■ Exercise description:
Gather all lines with "names" from the records.

■ Provided data:
Segment Open

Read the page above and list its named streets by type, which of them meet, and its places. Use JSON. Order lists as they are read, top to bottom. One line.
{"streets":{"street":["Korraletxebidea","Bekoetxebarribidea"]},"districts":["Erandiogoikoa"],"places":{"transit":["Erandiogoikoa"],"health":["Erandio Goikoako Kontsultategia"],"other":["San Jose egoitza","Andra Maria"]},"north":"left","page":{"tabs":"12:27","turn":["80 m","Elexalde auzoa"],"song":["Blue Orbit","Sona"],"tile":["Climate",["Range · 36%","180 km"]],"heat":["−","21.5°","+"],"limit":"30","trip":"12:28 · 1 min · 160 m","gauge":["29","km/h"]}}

Segment Closed
Segment Open

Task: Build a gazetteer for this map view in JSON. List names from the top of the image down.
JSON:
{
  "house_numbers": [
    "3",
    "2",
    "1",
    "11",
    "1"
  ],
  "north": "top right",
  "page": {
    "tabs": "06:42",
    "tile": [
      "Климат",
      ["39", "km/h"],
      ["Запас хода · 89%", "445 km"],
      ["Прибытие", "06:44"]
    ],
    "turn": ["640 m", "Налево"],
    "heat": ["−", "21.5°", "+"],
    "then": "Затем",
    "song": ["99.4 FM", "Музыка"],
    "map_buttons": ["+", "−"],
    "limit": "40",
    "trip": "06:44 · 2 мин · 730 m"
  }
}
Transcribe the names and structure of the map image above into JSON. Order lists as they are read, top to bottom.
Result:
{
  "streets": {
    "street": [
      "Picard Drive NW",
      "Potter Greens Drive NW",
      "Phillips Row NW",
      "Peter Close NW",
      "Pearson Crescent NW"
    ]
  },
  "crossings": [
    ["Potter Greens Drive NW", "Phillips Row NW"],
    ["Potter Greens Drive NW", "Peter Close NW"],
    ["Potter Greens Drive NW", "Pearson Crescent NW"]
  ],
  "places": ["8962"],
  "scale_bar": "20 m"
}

Segment Closed
Segment Open

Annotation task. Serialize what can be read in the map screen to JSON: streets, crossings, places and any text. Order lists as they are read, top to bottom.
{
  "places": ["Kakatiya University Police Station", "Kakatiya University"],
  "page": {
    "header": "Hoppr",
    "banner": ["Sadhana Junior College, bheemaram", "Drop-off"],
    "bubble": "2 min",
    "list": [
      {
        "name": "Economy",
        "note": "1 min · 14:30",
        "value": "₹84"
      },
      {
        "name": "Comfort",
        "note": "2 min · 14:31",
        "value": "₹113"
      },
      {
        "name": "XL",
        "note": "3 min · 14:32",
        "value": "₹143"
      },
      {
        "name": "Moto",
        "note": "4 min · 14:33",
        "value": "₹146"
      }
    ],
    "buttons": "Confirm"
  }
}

Segment Closed

■ The answer:
Task: Build a gazetteer for this map view in JSON. List names from the top of the image down.
Transcribe the names and structure of the map image above into JSON. Order lists as they are read, top to bottom.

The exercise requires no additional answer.